Alternative protein sources

Experts: Edouard Appenzeller (SGLWT), Marc Lutz (SGLWT), Erich Windhab (ETH Zürich/SATW)

Plants, insects and cell cultures are the protein sources of the future. Meat cannot satisfy the rapidly growing global demand for proteins – moreover, the meat industry places a heavy burden on the environment. Hence the intensive research into alternative sources of protein being carried out worldwide. If Switzerland wants to remain innovative in this area, ETH Zurich, universities of applied sciences, other universities and industry must tackle the big issues together.

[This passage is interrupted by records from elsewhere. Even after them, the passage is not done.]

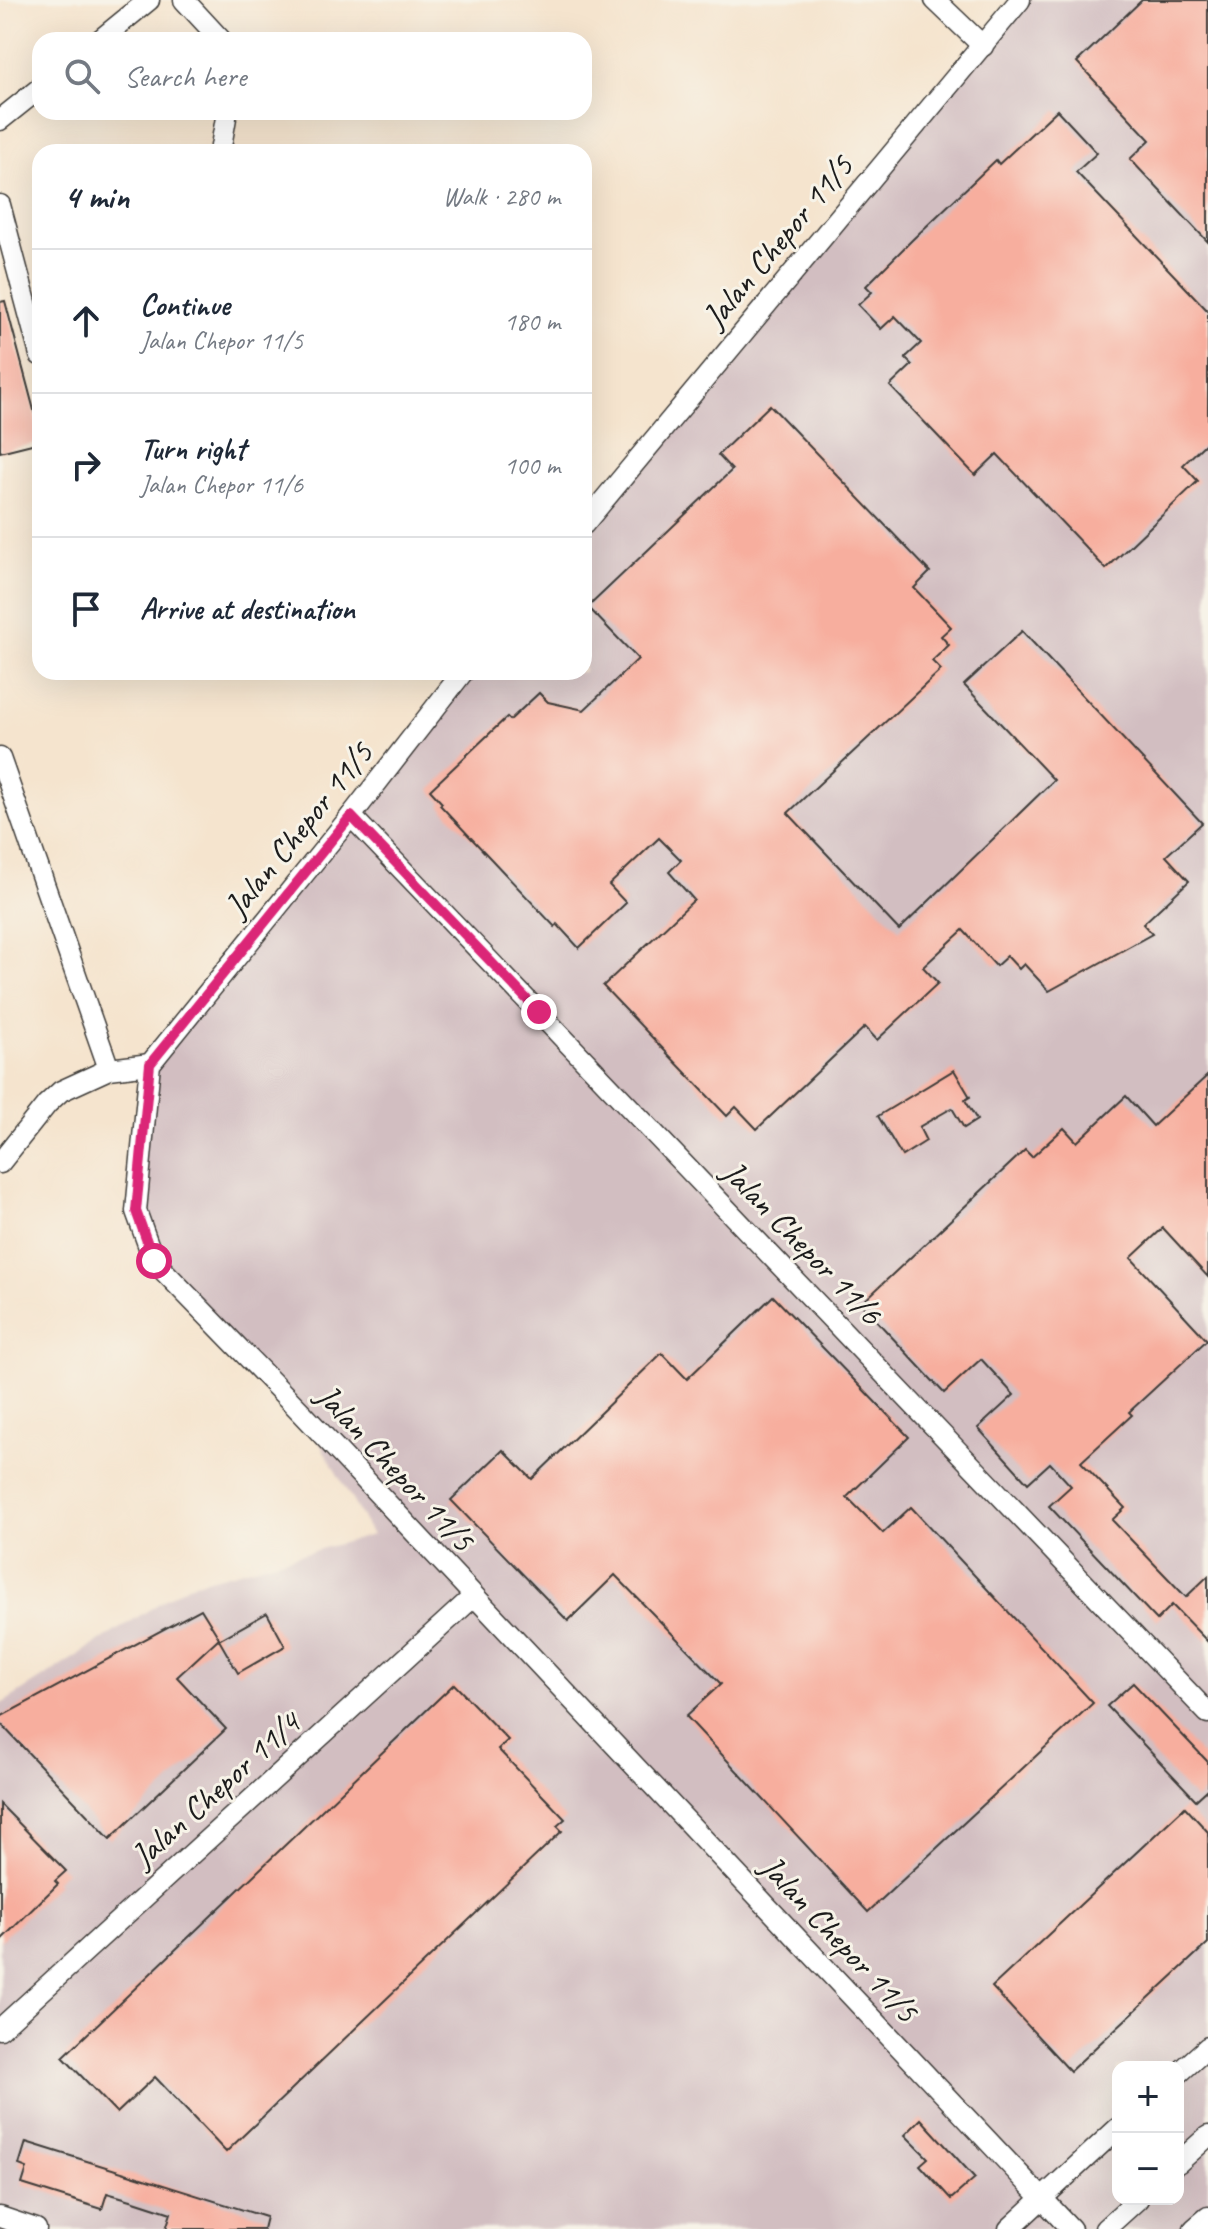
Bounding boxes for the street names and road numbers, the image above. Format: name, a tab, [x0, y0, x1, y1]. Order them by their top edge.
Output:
street label: Jalan Chepor 11/5	[691, 145, 863, 338]
street label: Jalan Chepor 11/5	[213, 732, 383, 927]
street label: Jalan Chepor 11/6	[712, 1149, 893, 1335]
street label: Jalan Chepor 11/5	[306, 1373, 485, 1561]
street label: Jalan Chepor 11/4	[120, 1700, 312, 1878]
street label: Jalan Chepor 11/5	[750, 1844, 929, 2032]

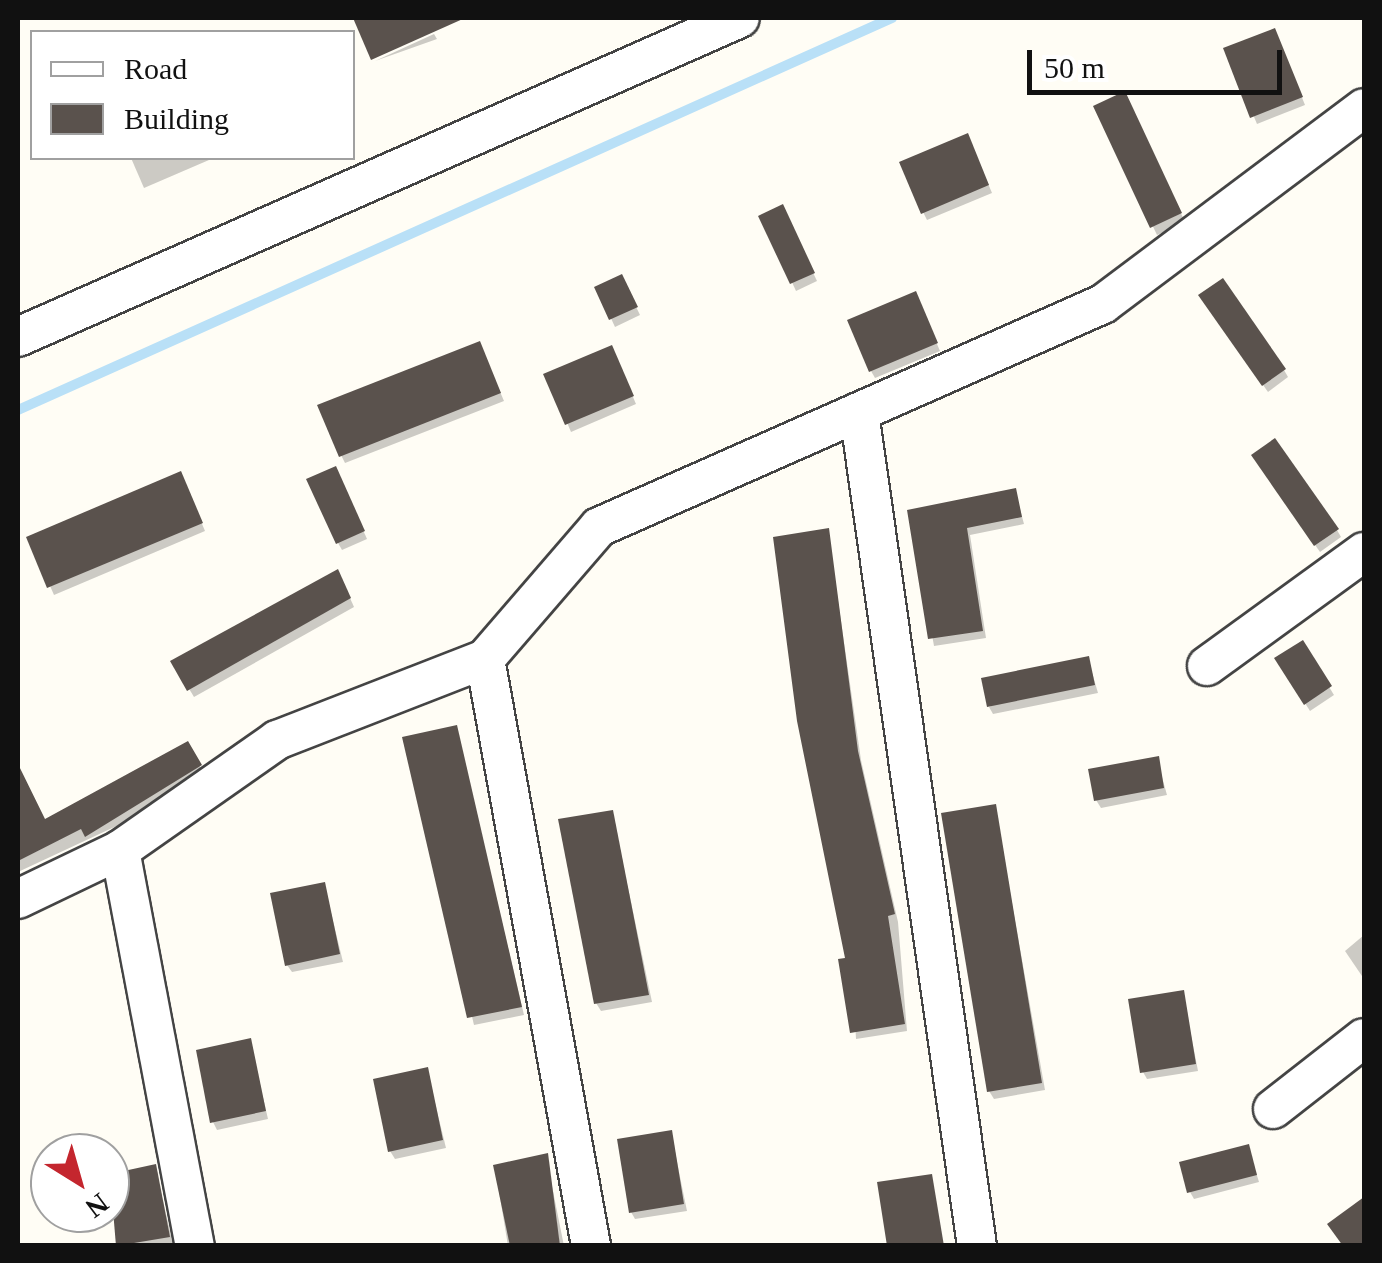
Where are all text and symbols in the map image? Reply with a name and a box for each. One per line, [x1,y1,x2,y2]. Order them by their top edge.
legend [30,30,355,160]
scale bar [1032,30,1287,92]
text: 50 m [1044,51,1105,84]
text: Road [124,52,187,85]
text: Building [124,102,229,135]
north arrow [30,1133,130,1233]
text: N [80,1187,115,1224]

Picture: Shelley, Unsplash

Definition

Many consumers seek products that look and taste like meat or fish, but are not derived from animals. Alternative proteins come from four different sources: plants containing protein, laboratory-grown in-vitro meat, micro-organisms and insects.

Current and future applications

The first group comprises plants that contain protein, such as legumes, grains, nuts and oilseeds. The proteins obtained from them can be processed to make products that are substitutes for meat, cheese or milk. For this purpose, traditional processing methods are used, like coagulation, which is required to produce tofu. Newer processes are also applied though, such as the extraction and structuring of plant proteins. Replicating the fibrous structure of meat is still challenging. In the future, innovations in process engineering, e.g. 3D printing, should enable better imitation of flesh’s fibre-based structure.

Secondly, there is the field of laboratory-grown in-vitro meat. This is based on stem cells taken from an animal, such as a beef cow, under anaesthesia. These stem cells are then used to grow differentiated cells in a nutrient solution under sterile conditions in the laboratory. Whereas it cost 250,000 Swiss francs in 2013 to produce the first burger made in this way it now only costs around 10 Swiss francs – although this is still far higher than the market will tolerate. Whether a market-compatible price can ever be achieved is debatable. However, the fall in cost does show how much progress has already been made in refining these methods. As yet, the methods work at laboratory scale. Scaling up in-vitro meat production still requires a lot of real-world-centred research though, because the products are still far too expensive to survive on the mass market and only viable in the premium segment.

The third group of alternative protein sources consists of proteins that are either obtained from micro-organisms like fungi (e.g. yeasts and microalgae) or produced by micro-organisms. Quorn, based on a protein obtained from the mycelium of a sac fungus, has been on the market for 40 years. Nevertheless, such proteins are niche products. At present, their primary use is in animal feed rather than human nutrition. In the future, these alternative proteins could replace feedstuffs like soy meal and fish meal.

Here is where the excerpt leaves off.